Exercise directions:
Only the lines below, from the one with "translate:-50% -50%; white-space:nowrap;" through the one with "font-size:32px; color:#2d2d2d; font-weight:700", are to be written out, exactly.

Collection entries
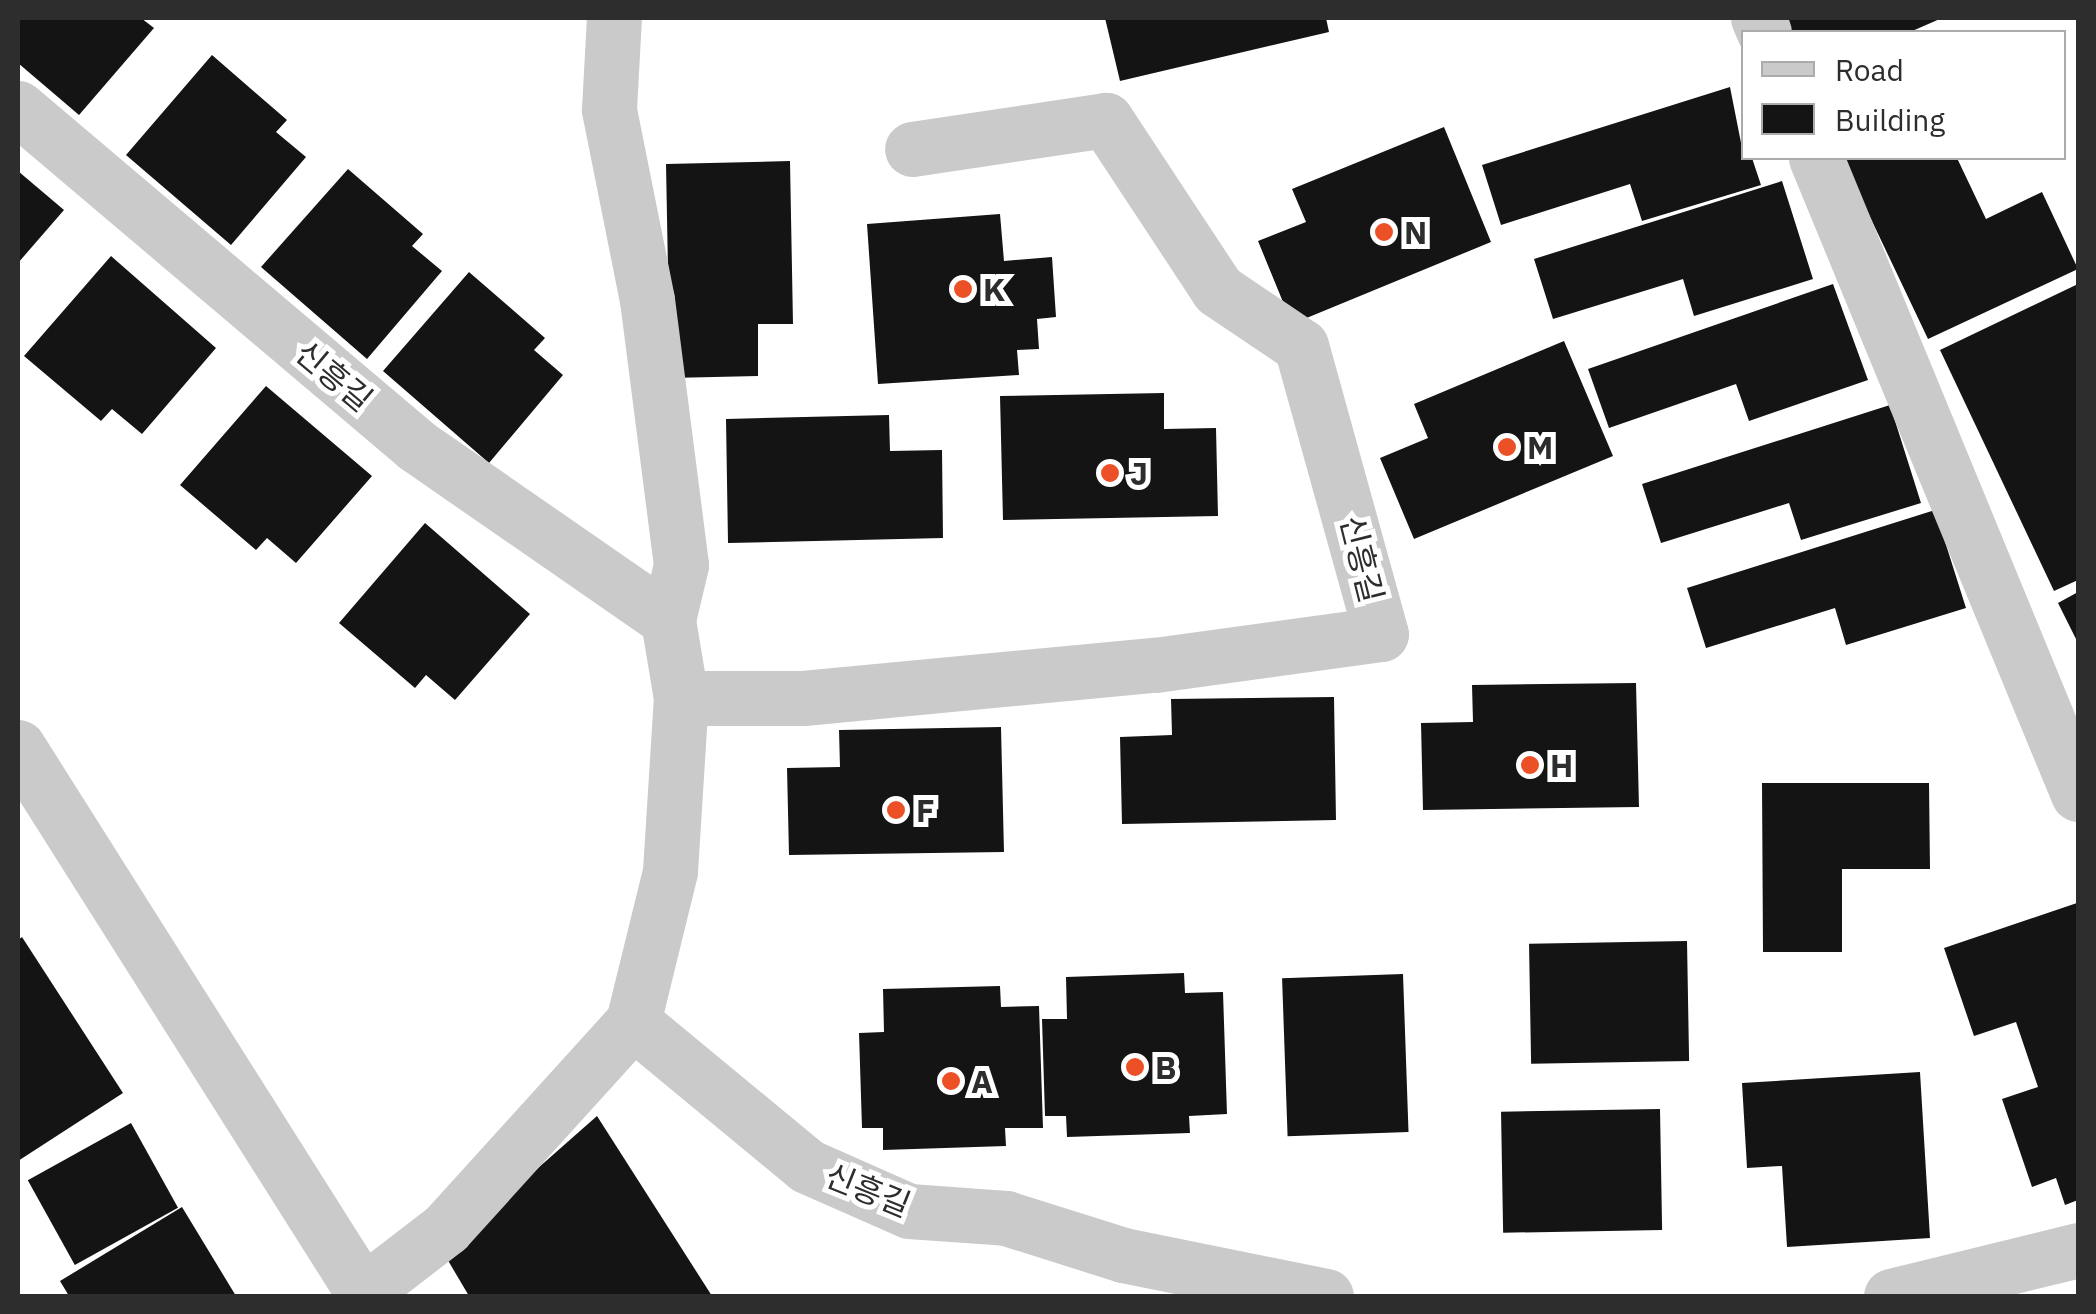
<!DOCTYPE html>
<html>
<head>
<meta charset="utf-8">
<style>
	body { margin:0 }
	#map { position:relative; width:2096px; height:1314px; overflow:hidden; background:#fff; font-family:"IBM Plex Sans","Noto Sans KR",sans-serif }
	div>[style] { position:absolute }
	.building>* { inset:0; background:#141414; transform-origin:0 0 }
	.minor>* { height:55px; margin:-27.5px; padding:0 27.5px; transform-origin:27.5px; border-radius:27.5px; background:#cacaca }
	.tertiary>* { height:55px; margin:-27.5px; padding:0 27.5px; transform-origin:27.5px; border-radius:27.5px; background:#cacaca }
	.dots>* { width:28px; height:28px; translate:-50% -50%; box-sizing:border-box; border:5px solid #fff; border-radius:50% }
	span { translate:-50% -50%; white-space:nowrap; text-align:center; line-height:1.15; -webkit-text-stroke:10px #fff; paint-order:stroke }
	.poi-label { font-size:32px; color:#2d2d2d; font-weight:700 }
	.left { translate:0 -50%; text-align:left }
	.street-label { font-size:32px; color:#2d2d2d }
	.frame { position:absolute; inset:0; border:20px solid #2d2d2d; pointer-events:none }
	.legend { position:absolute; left:1741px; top:30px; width:325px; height:130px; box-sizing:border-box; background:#fff; border:2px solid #ababab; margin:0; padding:12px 18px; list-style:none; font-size:30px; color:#2d2d2d }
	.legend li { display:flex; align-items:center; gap:20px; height:50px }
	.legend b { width:50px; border:2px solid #ababab }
</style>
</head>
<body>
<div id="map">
	<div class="building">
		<div style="clip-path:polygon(18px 18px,141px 18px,154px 28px,79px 115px,18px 63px)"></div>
		<div style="clip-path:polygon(1105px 18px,1326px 18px,1329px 32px,1120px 81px)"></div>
		<div style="clip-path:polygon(1779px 18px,1942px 18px,1910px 32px,1786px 32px)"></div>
		<div style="clip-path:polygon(212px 55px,287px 120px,276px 132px,306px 157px,231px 245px,126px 155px)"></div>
		<div style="clip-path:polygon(1730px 87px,1744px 158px,1752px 158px,1761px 185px,1642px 221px,1630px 184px,1501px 225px,1482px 165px)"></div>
		<div style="clip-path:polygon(1444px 127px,1491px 242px,1292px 324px,1258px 241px,1306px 222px,1292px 189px)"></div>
		<div style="clip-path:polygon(1842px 158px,1957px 158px,1986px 219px,2042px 192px,2078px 269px,1928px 339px)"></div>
		<div style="clip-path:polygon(790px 161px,793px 324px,758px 324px,758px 376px,670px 378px,666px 164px)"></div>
		<div style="clip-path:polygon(348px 169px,423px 234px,412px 246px,442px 271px,367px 359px,261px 267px)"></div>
		<div style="clip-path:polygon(18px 171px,64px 210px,18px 263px)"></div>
		<div style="clip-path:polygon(1782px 181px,1813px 279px,1694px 316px,1683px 279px,1553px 319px,1534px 259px)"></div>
		<div style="clip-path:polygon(1000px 214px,1004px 261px,1052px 257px,1056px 317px,1037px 319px,1039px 349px,1017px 350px,1019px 375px,878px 384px,867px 224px)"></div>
		<div style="clip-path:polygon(111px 256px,216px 348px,142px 434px,112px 409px,101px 421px,24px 356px)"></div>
		<div style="clip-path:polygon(469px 272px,545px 338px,534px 350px,563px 375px,489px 463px,383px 371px)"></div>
		<div style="clip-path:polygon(1833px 284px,1868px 380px,1749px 421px,1736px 384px,1609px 428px,1588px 369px)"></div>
		<div style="clip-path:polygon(2078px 284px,2078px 580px,2054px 591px,1940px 350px)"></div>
		<div style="clip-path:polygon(1564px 341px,1613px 456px,1414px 539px,1380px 458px,1428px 438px,1414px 404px)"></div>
		<div style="clip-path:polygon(266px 386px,372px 476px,296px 563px,267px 538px,256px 550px,180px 485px)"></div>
		<div style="clip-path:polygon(1164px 393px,1164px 429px,1216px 428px,1218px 516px,1003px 520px,1000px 396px)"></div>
		<div style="clip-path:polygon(1890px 405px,1921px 503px,1801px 540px,1789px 503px,1661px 543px,1642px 484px)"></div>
		<div style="clip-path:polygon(889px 415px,890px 451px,942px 450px,943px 538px,728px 543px,726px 419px)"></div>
		<div style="clip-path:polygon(1935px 510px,1966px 608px,1846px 645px,1835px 608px,1706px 648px,1687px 588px)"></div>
		<div style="clip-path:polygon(425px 523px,530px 614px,455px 700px,426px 675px,415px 688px,339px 623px)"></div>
		<div style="clip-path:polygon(2078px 592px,2078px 643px,2058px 603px)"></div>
		<div style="clip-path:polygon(1636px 683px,1639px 807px,1423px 810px,1421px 723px,1473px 722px,1472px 685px)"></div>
		<div style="clip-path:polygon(1334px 697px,1336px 820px,1122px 824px,1120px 737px,1172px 735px,1171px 699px)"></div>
		<div style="clip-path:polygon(1001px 727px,1004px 852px,789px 855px,787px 768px,840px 767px,839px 730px)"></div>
		<div style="clip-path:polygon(1762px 783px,1929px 783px,1930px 869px,1842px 869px,1842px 952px,1763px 952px)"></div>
		<div style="clip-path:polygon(2077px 903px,2078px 1200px,2065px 1205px,2056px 1178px,2032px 1187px,2002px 1099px,2038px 1087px,2016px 1022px,1974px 1036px,1944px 948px)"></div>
		<div style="clip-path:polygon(22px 937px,123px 1093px,18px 1161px,18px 940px)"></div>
		<div style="left:1687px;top:941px;width:120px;height:158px;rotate:89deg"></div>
		<div style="clip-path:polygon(1184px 973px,1185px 993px,1223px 992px,1227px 1114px,1189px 1116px,1190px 1133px,1067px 1137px,1066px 1116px,1045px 1116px,1042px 1019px,1067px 1019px,1066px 977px)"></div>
		<div style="left:1403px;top:974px;width:158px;height:121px;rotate:88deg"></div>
		<div style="clip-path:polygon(1000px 986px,1001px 1007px,1039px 1006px,1043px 1128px,1005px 1128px,1006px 1146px,883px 1150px,883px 1128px,862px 1128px,859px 1033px,884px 1032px,883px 989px)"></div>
		<div style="clip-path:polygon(1920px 1072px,1930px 1238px,1787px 1247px,1782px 1166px,1747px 1168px,1742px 1083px)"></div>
		<div style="left:1660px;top:1109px;width:121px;height:159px;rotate:89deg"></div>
		<div style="clip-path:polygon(597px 1116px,712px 1296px,469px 1296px,443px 1252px)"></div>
		<div style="left:131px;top:1123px;width:97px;height:118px;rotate:61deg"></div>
		<div style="clip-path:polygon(182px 1207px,236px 1296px,69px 1296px,60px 1281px)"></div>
	</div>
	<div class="minor">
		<div style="left:1758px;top:18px;width:15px;rotate:67deg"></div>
		<div style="left:18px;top:108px;width:523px;rotate:40.27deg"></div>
		<div style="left:417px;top:446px;width:305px;rotate:34.7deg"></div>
		<div style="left:1816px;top:158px;width:688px;rotate:67.61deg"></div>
		<div style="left:681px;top:698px;width:122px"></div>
		<div style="left:803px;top:698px;width:354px;rotate:-5.4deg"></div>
		<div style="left:1155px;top:665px;width:228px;rotate:-7.8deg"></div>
		<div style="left:1381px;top:634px;width:299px;rotate:-105.5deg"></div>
		<div style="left:1301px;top:346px;width:100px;rotate:-146deg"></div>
		<div style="left:1218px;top:290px;width:204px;rotate:-123.4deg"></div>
		<div style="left:1106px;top:120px;width:196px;rotate:171.5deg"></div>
		<div style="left:633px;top:1022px;width:226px;rotate:39.6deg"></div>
		<div style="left:807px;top:1166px;width:111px;rotate:23.8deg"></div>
		<div style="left:909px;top:1211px;width:97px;rotate:4.1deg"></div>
		<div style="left:1006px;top:1218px;width:123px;rotate:17.5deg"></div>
		<div style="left:1123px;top:1255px;width:207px;rotate:11.4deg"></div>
		<div style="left:363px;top:1292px;width:105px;rotate:-37.6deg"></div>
		<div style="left:446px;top:1228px;width:278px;rotate:-47.8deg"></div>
		<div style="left:633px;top:1022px;width:155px;rotate:-76.2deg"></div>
		<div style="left:670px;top:871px;width:173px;rotate:-86.4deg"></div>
		<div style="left:681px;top:698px;width:79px;rotate:-99.5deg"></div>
		<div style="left:668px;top:620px;width:57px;rotate:-76.7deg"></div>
		<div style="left:681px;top:565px;width:267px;rotate:-97.3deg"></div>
		<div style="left:647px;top:300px;width:195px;rotate:-101.3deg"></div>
		<div style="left:609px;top:109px;width:91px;rotate:-86.9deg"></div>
		<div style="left:1891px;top:1296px;width:193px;rotate:-13.8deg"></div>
	</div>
	<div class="tertiary">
		<div style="left:18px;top:747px;width:649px;rotate:57.7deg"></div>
	</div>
	<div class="dots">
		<div style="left:1384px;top:232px;background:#ec5027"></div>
		<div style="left:963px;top:289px;background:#ec5027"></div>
		<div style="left:1507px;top:447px;background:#ec5027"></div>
		<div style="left:1110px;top:473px;background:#ec5027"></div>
		<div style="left:1530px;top:765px;background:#ec5027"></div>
		<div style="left:896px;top:810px;background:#ec5027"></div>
		<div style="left:1135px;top:1067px;background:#ec5027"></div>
		<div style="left:951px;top:1081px;background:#ec5027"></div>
	</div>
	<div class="poi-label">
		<span class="left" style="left:1404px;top:232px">N</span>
		<span class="left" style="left:983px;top:289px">K</span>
		<span class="left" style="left:1527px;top:447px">M</span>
		<span class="left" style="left:1130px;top:473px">J</span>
		<span class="left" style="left:1550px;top:765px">H</span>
		<span class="left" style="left:916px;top:810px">F</span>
		<span class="left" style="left:1155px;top:1067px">B</span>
		<span class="left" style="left:971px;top:1081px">A</span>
	</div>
	<div class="street-label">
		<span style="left:334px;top:376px;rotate:40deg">신흥길</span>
		<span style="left:1362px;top:559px;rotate:76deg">신흥길</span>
		<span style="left:868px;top:1190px;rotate:22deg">신흥길</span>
	</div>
	<div class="frame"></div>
	<ul class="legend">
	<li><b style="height:12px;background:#cacaca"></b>Road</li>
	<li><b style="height:28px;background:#141414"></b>Building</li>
	</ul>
</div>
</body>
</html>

Problem solution:
	span { translate:-50% -50%; white-space:nowrap; text-align:center; line-height:1.15; -webkit-text-stroke:10px #fff; paint-order:stroke }
	.poi-label { font-size:32px; color:#2d2d2d; font-weight:700 }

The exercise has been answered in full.